Luigi: I think that one aspect that is emerging here is how difficult it is to make decisions to run a country when we are in a situation where markets don’t work. The beauty of markets is that people make choices independently, and my choice does not impact yours. If you prefer to go to the beach and I prefer to go to the mountains, we don’t need to vote on where we go. You go to one place and I go to a different place. Unfortunately, this disease does require some form of government intervention, and this makes very clear how complicated it is to have a government run any complex economy.

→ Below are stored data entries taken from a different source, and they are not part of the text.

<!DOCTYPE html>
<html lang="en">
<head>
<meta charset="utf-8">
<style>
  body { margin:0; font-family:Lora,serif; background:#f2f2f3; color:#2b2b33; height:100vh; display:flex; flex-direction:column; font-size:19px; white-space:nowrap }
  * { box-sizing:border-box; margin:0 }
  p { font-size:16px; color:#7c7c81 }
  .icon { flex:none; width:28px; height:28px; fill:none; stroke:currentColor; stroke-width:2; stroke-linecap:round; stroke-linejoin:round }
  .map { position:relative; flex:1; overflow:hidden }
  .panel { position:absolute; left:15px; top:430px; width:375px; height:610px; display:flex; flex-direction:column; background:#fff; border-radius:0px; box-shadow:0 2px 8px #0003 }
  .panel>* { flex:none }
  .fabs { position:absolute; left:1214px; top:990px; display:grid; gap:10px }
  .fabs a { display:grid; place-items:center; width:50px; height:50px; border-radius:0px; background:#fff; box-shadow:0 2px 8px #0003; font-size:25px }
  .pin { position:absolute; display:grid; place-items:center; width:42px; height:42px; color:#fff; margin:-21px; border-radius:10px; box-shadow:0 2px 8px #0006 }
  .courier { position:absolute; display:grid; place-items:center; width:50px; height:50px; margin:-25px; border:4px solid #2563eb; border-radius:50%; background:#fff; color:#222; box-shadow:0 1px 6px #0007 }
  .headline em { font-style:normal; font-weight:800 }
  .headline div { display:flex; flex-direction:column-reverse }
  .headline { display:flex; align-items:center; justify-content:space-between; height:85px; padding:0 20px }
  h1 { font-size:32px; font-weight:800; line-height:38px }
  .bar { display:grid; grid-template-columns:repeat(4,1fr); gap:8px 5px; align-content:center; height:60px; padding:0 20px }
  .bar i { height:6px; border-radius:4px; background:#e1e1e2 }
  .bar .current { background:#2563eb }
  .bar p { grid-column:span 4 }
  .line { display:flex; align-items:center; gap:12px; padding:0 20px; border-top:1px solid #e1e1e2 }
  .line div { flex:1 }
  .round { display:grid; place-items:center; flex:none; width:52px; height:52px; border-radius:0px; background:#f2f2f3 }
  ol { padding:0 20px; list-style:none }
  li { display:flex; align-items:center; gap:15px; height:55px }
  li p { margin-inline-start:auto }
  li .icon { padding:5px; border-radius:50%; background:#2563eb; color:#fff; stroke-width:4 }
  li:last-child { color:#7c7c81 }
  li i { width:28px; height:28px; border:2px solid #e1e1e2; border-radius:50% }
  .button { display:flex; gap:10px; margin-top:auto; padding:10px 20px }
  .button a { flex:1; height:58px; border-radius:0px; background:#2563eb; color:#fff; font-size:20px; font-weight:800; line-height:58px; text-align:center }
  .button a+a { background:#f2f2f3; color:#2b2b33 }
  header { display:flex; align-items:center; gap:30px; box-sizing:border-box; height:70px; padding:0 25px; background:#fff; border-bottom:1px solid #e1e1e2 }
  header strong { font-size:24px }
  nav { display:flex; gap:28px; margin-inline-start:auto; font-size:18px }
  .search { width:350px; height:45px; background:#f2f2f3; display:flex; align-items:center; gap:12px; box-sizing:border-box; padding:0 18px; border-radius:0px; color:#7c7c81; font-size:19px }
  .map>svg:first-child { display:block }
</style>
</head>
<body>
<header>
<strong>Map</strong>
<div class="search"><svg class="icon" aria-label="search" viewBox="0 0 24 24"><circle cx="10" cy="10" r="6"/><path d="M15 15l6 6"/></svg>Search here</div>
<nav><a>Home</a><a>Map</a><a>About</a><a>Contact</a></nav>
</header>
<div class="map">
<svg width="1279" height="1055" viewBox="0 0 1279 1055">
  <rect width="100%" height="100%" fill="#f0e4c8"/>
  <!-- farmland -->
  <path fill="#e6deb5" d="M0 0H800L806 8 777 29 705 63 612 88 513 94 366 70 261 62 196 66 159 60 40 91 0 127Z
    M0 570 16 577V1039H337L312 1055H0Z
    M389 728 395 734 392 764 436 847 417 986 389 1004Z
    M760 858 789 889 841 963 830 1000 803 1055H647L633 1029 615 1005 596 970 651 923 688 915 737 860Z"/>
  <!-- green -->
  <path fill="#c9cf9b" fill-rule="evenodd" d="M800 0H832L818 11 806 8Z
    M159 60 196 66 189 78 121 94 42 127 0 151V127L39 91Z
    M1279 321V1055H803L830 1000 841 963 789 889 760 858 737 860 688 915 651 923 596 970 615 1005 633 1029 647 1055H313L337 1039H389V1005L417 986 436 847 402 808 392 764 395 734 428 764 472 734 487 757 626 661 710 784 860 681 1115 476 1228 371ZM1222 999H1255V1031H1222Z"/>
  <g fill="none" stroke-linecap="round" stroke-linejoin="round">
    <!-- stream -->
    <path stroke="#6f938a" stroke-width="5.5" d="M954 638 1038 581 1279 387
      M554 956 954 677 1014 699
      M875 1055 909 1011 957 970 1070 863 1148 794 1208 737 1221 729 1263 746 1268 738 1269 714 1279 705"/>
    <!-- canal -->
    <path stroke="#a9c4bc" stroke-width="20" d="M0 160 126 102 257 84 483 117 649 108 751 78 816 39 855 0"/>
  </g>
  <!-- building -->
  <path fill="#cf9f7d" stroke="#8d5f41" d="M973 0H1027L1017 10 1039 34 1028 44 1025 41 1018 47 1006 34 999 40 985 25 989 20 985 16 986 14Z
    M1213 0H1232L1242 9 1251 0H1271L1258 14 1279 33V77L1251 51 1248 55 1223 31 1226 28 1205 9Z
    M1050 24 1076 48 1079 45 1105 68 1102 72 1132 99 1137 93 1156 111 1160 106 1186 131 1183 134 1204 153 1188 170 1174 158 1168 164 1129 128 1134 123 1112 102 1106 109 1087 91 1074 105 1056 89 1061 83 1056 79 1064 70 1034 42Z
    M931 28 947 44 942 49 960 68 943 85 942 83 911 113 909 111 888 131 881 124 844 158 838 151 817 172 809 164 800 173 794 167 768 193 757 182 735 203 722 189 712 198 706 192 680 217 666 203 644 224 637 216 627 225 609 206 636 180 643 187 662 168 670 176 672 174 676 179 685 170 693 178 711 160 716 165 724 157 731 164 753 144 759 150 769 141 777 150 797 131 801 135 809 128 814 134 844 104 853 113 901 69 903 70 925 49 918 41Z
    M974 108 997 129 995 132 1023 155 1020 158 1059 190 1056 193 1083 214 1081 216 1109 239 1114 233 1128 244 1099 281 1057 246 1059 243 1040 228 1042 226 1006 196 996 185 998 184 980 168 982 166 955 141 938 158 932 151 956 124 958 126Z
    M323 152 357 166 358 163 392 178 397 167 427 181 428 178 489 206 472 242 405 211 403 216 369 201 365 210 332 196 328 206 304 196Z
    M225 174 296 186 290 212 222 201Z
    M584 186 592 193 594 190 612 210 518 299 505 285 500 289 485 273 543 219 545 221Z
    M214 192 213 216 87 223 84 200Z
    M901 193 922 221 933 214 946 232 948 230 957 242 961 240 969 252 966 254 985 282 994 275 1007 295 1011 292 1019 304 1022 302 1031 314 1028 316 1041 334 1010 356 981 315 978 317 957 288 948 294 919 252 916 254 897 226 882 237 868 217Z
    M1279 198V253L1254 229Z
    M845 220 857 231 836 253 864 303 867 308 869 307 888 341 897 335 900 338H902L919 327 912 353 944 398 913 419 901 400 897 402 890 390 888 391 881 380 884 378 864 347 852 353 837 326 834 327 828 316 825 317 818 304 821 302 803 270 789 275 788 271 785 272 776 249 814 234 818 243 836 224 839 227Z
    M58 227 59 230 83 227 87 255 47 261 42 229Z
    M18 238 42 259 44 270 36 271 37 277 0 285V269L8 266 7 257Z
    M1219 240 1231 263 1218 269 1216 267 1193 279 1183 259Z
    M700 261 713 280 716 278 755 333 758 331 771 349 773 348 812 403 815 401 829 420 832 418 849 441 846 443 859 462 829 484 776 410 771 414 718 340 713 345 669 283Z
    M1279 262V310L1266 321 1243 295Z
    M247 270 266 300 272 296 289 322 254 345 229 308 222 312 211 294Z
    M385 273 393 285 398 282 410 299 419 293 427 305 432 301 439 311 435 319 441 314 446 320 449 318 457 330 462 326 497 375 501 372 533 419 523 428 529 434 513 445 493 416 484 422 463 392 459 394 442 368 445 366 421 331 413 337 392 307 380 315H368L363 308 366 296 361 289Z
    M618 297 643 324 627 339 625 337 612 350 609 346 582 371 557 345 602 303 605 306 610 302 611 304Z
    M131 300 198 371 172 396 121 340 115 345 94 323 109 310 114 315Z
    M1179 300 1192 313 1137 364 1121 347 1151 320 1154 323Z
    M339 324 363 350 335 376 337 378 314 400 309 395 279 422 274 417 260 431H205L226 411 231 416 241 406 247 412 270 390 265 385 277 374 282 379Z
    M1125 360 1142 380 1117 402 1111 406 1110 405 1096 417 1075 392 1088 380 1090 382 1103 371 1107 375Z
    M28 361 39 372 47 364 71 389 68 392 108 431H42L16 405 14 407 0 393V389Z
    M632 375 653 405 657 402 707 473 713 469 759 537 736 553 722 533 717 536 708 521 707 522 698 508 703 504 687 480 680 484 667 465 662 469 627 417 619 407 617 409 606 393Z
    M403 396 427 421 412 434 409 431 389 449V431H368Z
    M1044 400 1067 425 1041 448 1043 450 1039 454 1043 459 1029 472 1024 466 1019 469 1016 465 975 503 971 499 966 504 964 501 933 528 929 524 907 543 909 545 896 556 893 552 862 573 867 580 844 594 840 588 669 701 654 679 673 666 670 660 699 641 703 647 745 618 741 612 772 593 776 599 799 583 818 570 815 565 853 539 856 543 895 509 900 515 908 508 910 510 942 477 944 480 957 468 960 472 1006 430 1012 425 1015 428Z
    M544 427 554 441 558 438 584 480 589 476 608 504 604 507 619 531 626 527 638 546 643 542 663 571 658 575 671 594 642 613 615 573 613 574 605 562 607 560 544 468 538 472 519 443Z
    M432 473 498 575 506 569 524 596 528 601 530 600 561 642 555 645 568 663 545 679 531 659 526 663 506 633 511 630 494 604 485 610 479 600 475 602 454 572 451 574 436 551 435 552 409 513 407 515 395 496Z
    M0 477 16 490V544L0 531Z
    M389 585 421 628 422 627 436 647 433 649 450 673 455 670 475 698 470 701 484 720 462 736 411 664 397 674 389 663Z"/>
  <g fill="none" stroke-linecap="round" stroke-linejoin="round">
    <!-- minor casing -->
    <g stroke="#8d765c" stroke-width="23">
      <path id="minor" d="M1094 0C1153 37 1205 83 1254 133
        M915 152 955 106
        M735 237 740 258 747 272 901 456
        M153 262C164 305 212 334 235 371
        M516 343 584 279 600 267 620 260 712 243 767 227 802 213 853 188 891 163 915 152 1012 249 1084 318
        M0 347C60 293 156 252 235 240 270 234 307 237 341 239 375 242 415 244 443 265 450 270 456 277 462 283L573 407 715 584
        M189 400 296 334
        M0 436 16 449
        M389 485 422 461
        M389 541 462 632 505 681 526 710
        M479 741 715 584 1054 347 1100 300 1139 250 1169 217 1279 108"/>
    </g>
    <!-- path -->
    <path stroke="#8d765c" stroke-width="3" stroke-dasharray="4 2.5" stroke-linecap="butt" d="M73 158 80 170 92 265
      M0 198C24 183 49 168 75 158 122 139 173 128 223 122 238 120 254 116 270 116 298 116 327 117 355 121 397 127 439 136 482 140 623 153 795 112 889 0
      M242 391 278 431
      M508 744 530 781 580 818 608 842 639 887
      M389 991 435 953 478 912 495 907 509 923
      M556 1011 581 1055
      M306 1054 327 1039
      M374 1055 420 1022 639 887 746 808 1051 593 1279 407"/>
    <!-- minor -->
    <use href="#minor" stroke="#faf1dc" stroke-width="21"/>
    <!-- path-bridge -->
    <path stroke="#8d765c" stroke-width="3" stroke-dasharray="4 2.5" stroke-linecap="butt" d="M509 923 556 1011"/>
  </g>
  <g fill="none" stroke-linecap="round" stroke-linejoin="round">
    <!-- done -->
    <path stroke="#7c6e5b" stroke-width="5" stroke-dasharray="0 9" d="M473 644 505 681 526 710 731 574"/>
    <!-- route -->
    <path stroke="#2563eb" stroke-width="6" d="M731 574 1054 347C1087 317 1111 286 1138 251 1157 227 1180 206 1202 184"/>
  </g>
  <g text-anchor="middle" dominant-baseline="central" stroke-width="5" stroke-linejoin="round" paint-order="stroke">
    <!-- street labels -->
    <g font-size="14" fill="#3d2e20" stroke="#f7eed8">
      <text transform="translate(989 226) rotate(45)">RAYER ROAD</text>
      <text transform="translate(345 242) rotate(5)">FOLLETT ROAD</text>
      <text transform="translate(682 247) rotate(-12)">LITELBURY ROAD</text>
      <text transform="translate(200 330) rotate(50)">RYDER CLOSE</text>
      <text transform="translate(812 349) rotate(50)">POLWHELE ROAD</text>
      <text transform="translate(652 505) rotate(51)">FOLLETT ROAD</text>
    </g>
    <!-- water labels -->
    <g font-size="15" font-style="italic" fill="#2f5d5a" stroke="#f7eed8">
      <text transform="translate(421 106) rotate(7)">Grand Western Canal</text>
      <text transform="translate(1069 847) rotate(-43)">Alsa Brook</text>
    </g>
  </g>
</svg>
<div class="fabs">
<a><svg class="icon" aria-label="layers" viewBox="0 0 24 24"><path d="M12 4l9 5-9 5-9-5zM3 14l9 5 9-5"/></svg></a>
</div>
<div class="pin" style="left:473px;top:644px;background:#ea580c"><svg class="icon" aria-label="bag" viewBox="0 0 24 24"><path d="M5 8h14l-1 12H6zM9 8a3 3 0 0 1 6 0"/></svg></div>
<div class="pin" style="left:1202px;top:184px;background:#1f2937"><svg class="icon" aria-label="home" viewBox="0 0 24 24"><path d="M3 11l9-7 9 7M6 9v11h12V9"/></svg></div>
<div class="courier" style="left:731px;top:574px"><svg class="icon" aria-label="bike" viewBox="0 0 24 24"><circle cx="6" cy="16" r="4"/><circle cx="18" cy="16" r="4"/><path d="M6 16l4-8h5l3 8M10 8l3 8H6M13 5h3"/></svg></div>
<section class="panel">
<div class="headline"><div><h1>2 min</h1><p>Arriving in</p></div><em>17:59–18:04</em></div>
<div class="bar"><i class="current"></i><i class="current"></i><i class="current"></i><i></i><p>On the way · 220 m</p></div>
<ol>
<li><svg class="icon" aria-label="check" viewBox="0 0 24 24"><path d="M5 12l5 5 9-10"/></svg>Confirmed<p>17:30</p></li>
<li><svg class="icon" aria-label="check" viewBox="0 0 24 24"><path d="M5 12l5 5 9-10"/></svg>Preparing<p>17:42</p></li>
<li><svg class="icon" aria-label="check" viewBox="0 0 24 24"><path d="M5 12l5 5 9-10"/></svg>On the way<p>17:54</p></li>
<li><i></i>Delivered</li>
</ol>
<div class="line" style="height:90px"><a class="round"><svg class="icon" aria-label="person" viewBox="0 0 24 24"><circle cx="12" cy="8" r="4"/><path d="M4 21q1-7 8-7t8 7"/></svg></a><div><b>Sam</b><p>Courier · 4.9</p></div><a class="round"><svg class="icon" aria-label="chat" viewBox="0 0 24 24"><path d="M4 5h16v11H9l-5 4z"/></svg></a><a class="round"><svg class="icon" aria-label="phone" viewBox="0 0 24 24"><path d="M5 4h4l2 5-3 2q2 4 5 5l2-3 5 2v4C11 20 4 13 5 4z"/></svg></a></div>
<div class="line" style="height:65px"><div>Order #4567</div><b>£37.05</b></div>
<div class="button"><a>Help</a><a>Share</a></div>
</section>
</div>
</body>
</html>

Kate: Yeah. And it makes things even more complicated when you have a head of state who’s saying things like, “Oh, we’re raring to go and we’re going to be open by Easter.” And then, a couple of weeks later, is criticizing the governor of Georgia for wanting to reopen.
Luigi: There is no doubt that President Trump flip-flopping does not help the problem, to use a British understatement. But let’s face it, there are not a lot of good examples here. You go around [the world], I think that Korea and Taiwan seem to be doing well, but in part it is because they had experience with SARS before. But if you look at Western democracies, there is a shortage of very successful leaders.
Kate: Yeah. That’s because we need to be willing to elect more women.
Luigi: Ah, yeah. I think that people have raised this, that governments run by women have done better, from Angela Merkel to the New Zealand government to Denmark, et cetera, there seems to be a correlation. But as we know, correlation is not causation. The actual story could be that democracies that elect women to power are better democracies, and they work better in general, not just in this particular case.